19F, Block B, Xinhua Technology Building,
No. 8 Tuofangying South Road,
Jiuxianqiao, Chaoyang District, Beijing, China
100016
(Address of principal executive office)
Indicate by check mark whether the registrant
files or will file annual reports under cover of Form 20-F or Form 40-F:
Form 20-F ☒ Form 40-F ☐
Pricing and Closing of $8.5 Million Best Efforts
Offering
On October 1, 2025, Cheer
Holding, Inc. (the “Company”) priced a best efforts public offering for the sale of units as described below for aggregate
gross proceeds to the Company of approximately $8.5 million, before deducting placement agent fees and other estimated expenses payable
by the Company, excluding the exercise of any warrants offered. The offering was comprised of 12,686,565 units (each a “Unit”),
consisting of one Class A ordinary share of the Company, par value $0.001 per share (the “Class A Share”), or in lieu thereof,
a pre-funded warrant (each a “Pre-Funded Warrant”), one series A warrant to purchase one Class A Share (each a “Series
A Warrant”) and one series B warrant to purchase one Class A Share (each a “Series B Warrant”). The public offering
price of the Units was $0.67 per Unit.
Subject to limited exceptions,
a holder of Pre-Funded Warrants will not have the right to exercise any portion of its Pre-Funded Warrants if the holder, together with
its affiliates, would beneficially own in excess of 4.99% (or, at the election of the holder, such limit may be increased to up to 9.99%)
of the number of Class A Shares outstanding immediately after giving effect to such exercise. Each Pre-Funded Warrant will be exercisable
for one Class A Share. The purchase price of each Pre-Funded Warrant was equal to the public offering price per Unit of $0.67 minus $0.001,
and the exercise price of each Pre-Funded Warrant is equal $0.001 per share. The Pre-Funded Warrants will be immediately exercisable (subject
to the beneficial ownership limitation) and may be exercised at any time until all of the Pre-Funded Warrants are exercised in full. For
each Pre-Funded Warrant we sold (without regard to any limitation on exercise set forth therein), the number of Class A Shares offered
was decreased on a one-for-one basis.
Each of the Series A Warrant
and the Series B Warrant has an initial exercise price of $0.7035 per Class A Share and are exercisable beginning on the date of the issuance
date and will expire on the one-year anniversary of the issuance date. The exercise price of the Series A and Series B Warrants and the
number of Class A Shares issuable upon exercise of the Series A and Series B Warrants will be also be subject to adjustment in the event
of share subdivisions, share dividends and other recapitalization events.
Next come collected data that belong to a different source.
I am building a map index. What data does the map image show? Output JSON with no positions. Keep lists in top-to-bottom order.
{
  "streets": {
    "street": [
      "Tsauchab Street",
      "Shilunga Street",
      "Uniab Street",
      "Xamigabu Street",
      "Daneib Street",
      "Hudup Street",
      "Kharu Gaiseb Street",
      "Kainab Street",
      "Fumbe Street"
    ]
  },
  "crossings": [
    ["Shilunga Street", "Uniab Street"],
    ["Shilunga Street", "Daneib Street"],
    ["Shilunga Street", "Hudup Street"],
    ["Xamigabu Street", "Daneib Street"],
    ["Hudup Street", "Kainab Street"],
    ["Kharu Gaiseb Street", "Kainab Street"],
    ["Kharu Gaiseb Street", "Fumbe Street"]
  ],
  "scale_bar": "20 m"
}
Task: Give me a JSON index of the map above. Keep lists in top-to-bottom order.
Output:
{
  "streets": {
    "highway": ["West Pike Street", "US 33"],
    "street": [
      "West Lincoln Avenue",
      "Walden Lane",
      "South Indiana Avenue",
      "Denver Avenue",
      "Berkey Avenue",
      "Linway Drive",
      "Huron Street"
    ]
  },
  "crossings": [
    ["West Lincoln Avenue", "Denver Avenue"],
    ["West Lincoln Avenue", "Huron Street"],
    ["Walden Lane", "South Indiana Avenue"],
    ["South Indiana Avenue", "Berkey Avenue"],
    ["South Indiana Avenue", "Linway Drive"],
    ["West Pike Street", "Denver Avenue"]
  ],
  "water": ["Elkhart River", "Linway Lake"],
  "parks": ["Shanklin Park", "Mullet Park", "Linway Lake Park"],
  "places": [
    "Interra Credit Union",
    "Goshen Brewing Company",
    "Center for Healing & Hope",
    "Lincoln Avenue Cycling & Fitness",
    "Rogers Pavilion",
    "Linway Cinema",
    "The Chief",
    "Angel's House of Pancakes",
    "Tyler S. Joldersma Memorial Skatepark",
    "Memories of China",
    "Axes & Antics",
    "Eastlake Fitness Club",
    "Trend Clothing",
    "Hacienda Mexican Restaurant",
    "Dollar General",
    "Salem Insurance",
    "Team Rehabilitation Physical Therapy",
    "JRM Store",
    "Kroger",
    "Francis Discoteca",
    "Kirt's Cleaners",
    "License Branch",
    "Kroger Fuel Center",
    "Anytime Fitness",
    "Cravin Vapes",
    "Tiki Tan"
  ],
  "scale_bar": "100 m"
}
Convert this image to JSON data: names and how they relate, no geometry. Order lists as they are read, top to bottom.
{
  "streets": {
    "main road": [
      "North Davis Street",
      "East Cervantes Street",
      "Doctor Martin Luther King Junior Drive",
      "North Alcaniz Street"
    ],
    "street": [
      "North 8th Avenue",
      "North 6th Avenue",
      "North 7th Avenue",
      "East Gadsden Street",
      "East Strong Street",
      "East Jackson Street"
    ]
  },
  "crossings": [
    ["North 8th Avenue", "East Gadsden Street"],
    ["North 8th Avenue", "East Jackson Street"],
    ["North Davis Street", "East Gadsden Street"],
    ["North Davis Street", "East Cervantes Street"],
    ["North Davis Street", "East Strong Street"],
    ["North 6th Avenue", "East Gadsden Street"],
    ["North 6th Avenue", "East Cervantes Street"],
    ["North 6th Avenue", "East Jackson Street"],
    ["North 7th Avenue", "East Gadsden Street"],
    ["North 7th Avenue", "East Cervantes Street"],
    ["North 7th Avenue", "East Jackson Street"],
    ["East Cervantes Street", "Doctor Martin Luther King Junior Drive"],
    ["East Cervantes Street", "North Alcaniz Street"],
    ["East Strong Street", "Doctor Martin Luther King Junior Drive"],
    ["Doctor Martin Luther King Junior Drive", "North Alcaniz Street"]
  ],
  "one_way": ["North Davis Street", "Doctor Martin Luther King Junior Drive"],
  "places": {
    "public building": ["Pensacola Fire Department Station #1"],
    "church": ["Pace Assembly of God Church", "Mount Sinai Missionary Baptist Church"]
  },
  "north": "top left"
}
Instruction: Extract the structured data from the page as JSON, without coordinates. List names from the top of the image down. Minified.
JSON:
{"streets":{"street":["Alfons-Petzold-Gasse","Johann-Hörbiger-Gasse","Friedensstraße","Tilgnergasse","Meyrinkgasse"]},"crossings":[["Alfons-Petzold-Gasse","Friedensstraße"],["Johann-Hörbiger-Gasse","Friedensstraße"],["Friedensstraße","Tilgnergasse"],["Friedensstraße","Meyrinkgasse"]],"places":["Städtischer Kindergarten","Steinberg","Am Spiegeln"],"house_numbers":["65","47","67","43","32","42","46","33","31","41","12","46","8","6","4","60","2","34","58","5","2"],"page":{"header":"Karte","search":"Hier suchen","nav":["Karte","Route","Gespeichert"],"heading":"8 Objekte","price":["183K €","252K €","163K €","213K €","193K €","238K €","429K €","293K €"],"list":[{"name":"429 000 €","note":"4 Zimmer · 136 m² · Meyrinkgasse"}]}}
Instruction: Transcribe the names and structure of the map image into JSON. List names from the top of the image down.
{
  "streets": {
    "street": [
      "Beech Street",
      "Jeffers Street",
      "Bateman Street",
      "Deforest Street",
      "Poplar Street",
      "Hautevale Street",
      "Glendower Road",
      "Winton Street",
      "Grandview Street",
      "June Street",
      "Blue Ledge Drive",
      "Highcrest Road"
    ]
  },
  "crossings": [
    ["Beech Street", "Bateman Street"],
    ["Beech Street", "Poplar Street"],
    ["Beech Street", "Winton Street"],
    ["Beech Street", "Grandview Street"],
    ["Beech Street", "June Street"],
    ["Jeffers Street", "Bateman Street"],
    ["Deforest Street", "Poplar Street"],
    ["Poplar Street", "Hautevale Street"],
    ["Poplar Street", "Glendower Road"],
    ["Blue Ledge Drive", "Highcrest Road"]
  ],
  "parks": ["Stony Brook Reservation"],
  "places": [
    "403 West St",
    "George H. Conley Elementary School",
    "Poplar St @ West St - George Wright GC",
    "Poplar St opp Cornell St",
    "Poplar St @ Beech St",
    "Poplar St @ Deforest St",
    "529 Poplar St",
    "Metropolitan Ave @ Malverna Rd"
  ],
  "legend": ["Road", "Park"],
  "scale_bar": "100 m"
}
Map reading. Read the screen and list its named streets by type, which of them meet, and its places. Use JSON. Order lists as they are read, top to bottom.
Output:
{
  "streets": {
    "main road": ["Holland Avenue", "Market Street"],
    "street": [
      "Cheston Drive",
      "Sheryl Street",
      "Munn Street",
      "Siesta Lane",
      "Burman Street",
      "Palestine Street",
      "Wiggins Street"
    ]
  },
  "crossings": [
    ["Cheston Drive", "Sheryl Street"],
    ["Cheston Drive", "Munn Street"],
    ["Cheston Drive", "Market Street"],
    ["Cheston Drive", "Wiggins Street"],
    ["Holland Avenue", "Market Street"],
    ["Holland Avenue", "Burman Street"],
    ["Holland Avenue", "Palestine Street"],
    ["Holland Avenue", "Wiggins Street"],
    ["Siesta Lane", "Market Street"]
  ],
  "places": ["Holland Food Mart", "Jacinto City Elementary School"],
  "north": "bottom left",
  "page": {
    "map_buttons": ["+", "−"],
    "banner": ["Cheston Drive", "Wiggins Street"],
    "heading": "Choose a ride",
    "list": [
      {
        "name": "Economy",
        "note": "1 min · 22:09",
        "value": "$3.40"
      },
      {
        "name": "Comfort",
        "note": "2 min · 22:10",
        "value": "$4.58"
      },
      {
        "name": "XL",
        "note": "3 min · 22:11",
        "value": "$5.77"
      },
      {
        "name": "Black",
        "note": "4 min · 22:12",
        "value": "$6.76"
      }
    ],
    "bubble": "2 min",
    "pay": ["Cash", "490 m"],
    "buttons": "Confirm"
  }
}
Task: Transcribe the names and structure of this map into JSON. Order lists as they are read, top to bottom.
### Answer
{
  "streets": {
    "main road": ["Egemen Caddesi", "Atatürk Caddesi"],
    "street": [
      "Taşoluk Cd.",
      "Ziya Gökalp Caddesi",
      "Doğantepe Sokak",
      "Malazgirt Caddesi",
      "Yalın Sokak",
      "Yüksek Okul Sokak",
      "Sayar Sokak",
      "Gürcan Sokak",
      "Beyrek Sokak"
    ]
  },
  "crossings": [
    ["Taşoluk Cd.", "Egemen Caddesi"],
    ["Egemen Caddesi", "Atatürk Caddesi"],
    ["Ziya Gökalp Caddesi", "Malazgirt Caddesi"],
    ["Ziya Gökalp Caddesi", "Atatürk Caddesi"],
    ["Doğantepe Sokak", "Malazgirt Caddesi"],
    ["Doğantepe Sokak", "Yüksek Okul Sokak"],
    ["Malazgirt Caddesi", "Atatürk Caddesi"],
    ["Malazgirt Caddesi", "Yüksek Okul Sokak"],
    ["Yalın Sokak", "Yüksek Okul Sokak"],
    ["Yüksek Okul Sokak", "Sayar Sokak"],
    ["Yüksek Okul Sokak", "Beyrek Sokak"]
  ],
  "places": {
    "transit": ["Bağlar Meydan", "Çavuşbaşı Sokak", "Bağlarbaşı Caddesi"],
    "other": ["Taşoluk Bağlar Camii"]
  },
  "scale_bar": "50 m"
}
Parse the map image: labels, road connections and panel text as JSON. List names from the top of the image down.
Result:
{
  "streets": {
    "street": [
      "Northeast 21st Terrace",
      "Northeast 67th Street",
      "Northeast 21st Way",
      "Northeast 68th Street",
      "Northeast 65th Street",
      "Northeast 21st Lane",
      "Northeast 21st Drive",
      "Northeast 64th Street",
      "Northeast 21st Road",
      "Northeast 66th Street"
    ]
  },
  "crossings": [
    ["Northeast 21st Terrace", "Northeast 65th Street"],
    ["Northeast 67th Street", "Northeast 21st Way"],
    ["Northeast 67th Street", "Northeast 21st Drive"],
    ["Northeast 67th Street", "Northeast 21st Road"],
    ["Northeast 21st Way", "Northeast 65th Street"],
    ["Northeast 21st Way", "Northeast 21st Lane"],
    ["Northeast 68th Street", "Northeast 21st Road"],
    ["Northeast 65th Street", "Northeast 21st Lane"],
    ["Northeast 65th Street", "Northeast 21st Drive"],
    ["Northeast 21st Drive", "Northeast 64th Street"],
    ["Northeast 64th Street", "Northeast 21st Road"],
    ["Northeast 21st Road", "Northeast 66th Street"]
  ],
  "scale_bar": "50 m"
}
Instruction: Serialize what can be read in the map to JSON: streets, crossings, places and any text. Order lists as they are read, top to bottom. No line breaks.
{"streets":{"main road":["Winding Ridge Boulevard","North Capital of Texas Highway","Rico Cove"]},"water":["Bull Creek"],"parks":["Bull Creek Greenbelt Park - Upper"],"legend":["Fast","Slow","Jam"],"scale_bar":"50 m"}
If at the time of any exercise of either the Series A or Series
B Warrants, there is no effective registration statement registering, or the prospectus contained therein is not available for the issuance
of the Class A Shares underlying the Series A and Series B Warrants to the holder, in lieu of making the cash payment to us upon such
exercise, the holder may elect instead to receive upon a “cashless exercise” (either in whole or in part) the number of Class
A Shares determined according to the formula set forth in the Series A and Series B Warrants.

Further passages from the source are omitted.